Our cluster currently uses a combination of schedulers, that work in tandem with one another to manage the utilization of resources in the cluster.

TORQUE

The Terascale Open-source Resource and QUEue Manager (TORQUE) is a distributed resource manager providing control over batch jobs and distributed compute nodes. TORQUE can integrate with the non-commercial Maui Cluster Scheduler or the commercial Moab Workload Manager to improve overall utilization, scheduling and administration on a cluster.

The TORQUE community has extended the original PBS to extend scalability, fault tolerance, and functionality. Contributors include NCSA, OSC, USC, the US DOE, Sandia, PNNL, UB, TeraGrid, and other HPC organizations. TORQUE is described by its developers as open-source software, using the OpenPBS version 2.3 license and as non-free software by the Debian Free Software Guidelines due to license issues.

Maui Cluster Scheduler

Maui was most heavily developed during the mid-90s. Development slowed into the 2000s, although an active community around the usage of Maui still exists. Its development was made possible by the support of Cluster Resources, Inc. (now Adaptive Computing) and the contributions of many individuals and sites including the U.S. Department of Energy, PNNL, the Center for High Performance Computing at the University of Utah (CHPC), Ohio Supercomputer Center (OSC), University of Southern California (USC), SDSC, MHPCC, BYU, NCSA, and many others. It may be downloaded, modified and redistributed.

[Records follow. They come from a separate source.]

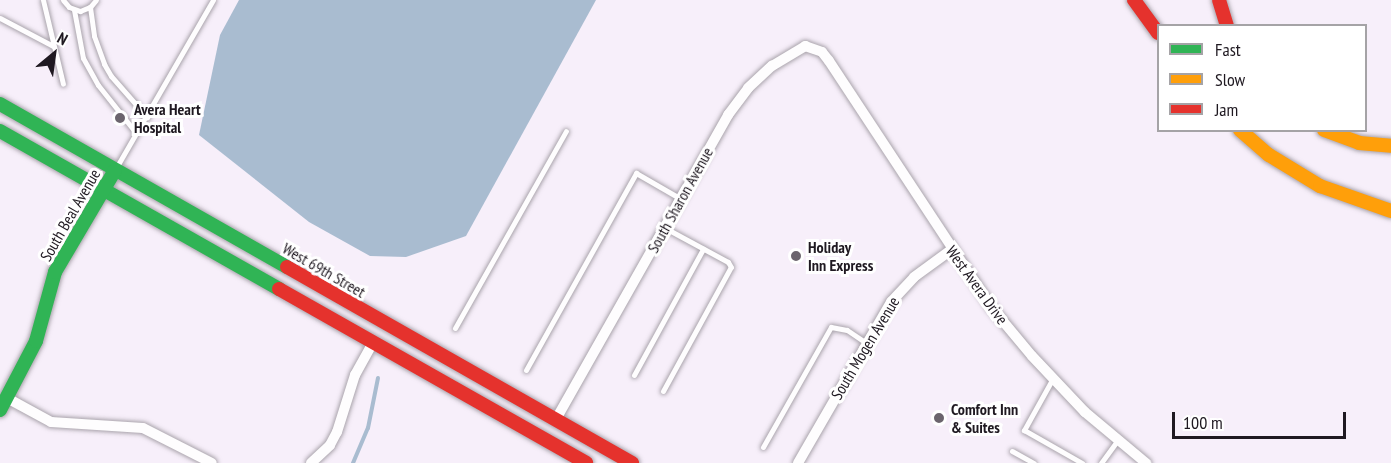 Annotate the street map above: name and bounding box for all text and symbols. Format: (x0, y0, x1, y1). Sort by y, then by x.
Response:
north arrow (24, 24, 84, 84)
legend (1157, 24, 1367, 132)
text: N (54, 27, 71, 49)
text: Fast (1215, 38, 1241, 61)
text: Slow (1215, 68, 1245, 91)
text: Jam (1215, 98, 1238, 121)
place label: Avera Heart Hospital (134, 99, 201, 137)
marker: Avera Heart Hospital (111, 109, 129, 127)
street label: South Sharon Avenue (643, 144, 717, 256)
street label: South Beal Avenue (36, 165, 104, 265)
place label: Holiday Inn Express (808, 237, 873, 275)
street label: West 69th Street (279, 239, 369, 301)
street label: West Avera Drive (942, 242, 1012, 328)
marker: Holiday Inn Express (789, 249, 803, 263)
street label: South Mogen Avenue (827, 293, 903, 403)
place label: Comfort Inn & Suites (951, 399, 1018, 437)
scale bar (1175, 400, 1349, 438)
marker: Comfort Inn & Suites (932, 411, 946, 425)
text: 100 m (1183, 411, 1223, 434) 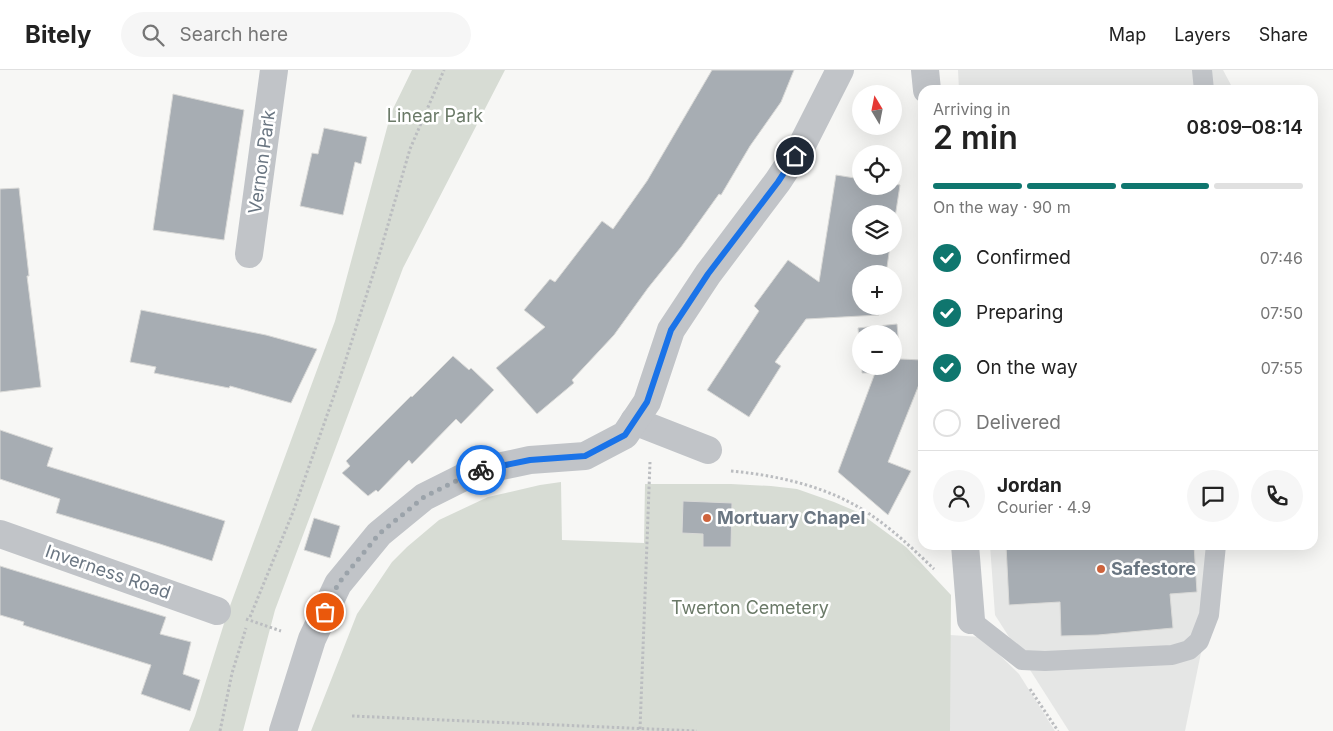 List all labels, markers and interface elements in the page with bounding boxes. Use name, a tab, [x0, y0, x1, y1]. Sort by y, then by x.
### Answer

Maui Cluster Scheduler is currently maintained and supported by Adaptive Computing, Inc., although most new development has come to a standstill. A next-generation non-open-source scheduler is part of the Moab Cluster Suite and borrows many of the same concepts found in Maui. Maui's developers state that the licence satisfies some definitions of open-source software and that it is not available for commercial usage.

Adaptive Computing's Maui project is not associated with the Maui Scheduler Molokini Edition, which was developed as a project on the SourceForge site independent of the original Maui scheduler, under the GNU Lesser General Public License.  The Molokini Edition's most recent release was in 2005.

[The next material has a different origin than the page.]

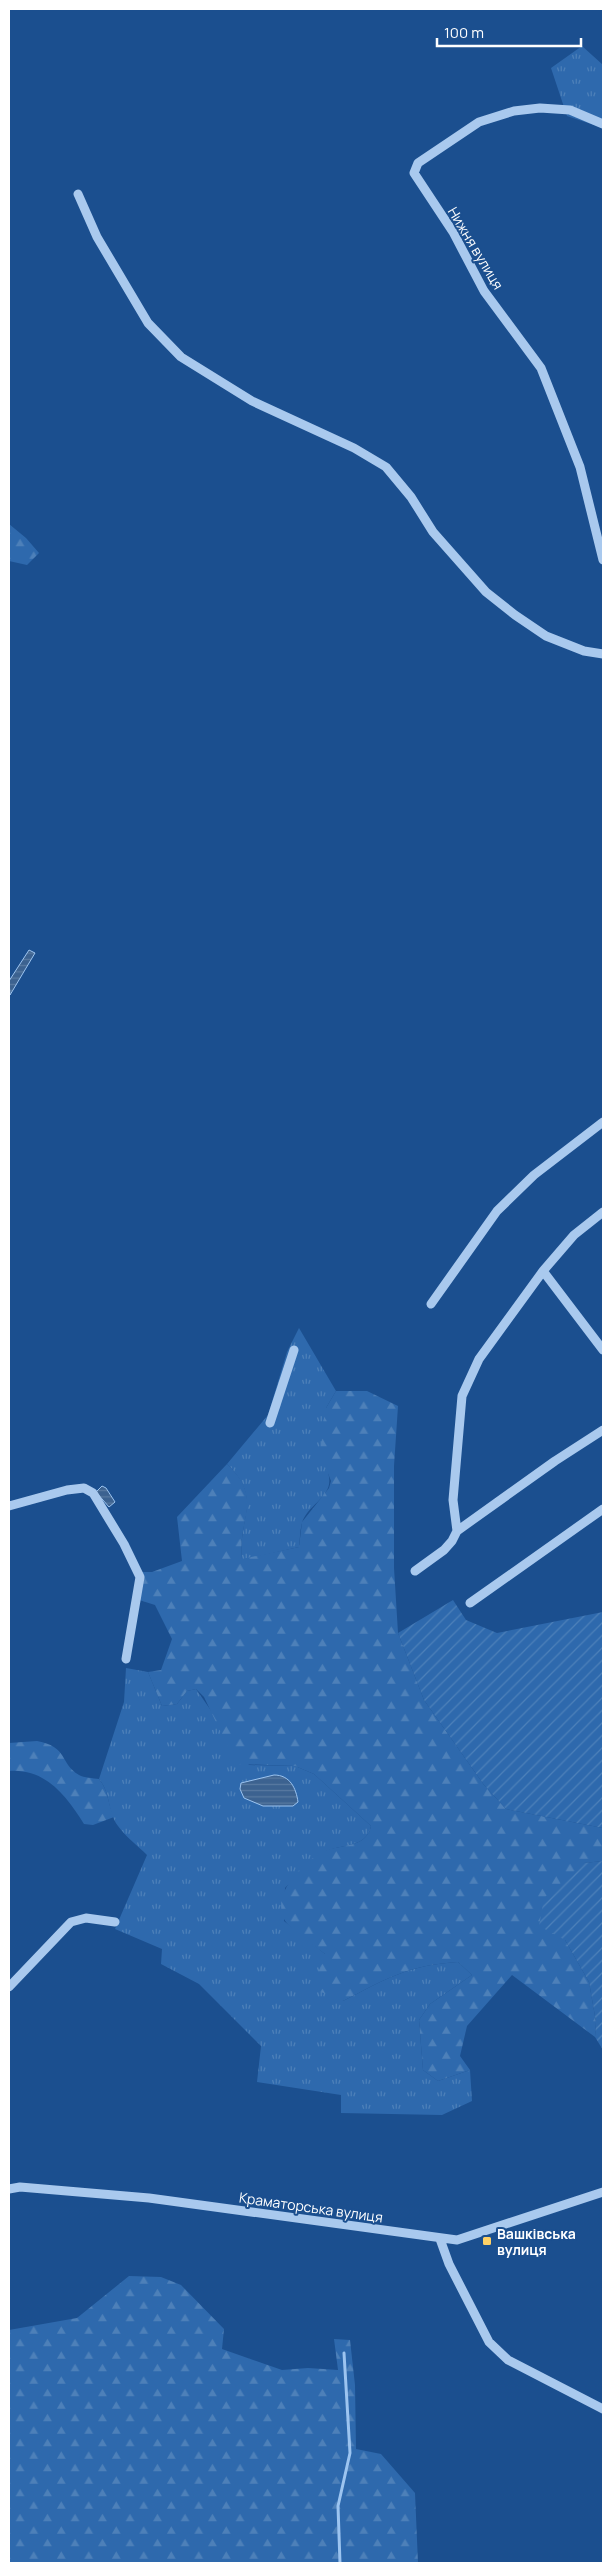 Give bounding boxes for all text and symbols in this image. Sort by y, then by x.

  • Using the Torque job scheduler
  • Preparing a Submission Script
  • Submitting a job to the Queue
  • Monitoring Job Execution
  • Deleting Jobs with the command qdel
  • Environment Variables
  • Array Jobs
  • Using scratch disk space
  • Jobs with conditional execution
  • Interactive Jobs

Using the Torque job scheduler

To run an application, the user launches a job on nic.mst.edu.  A job contains both the details of the processing to carry out (name and version of the application, input and output, etc.) and directives for the computer resources needed (number of cpus, amount of memory).

Jobs are run as batch jobs, i.e. in an unattended manner.  Typically, a user logs in to nic.mst.edu using an ssh client. sends a job to the execution queue and often logs out.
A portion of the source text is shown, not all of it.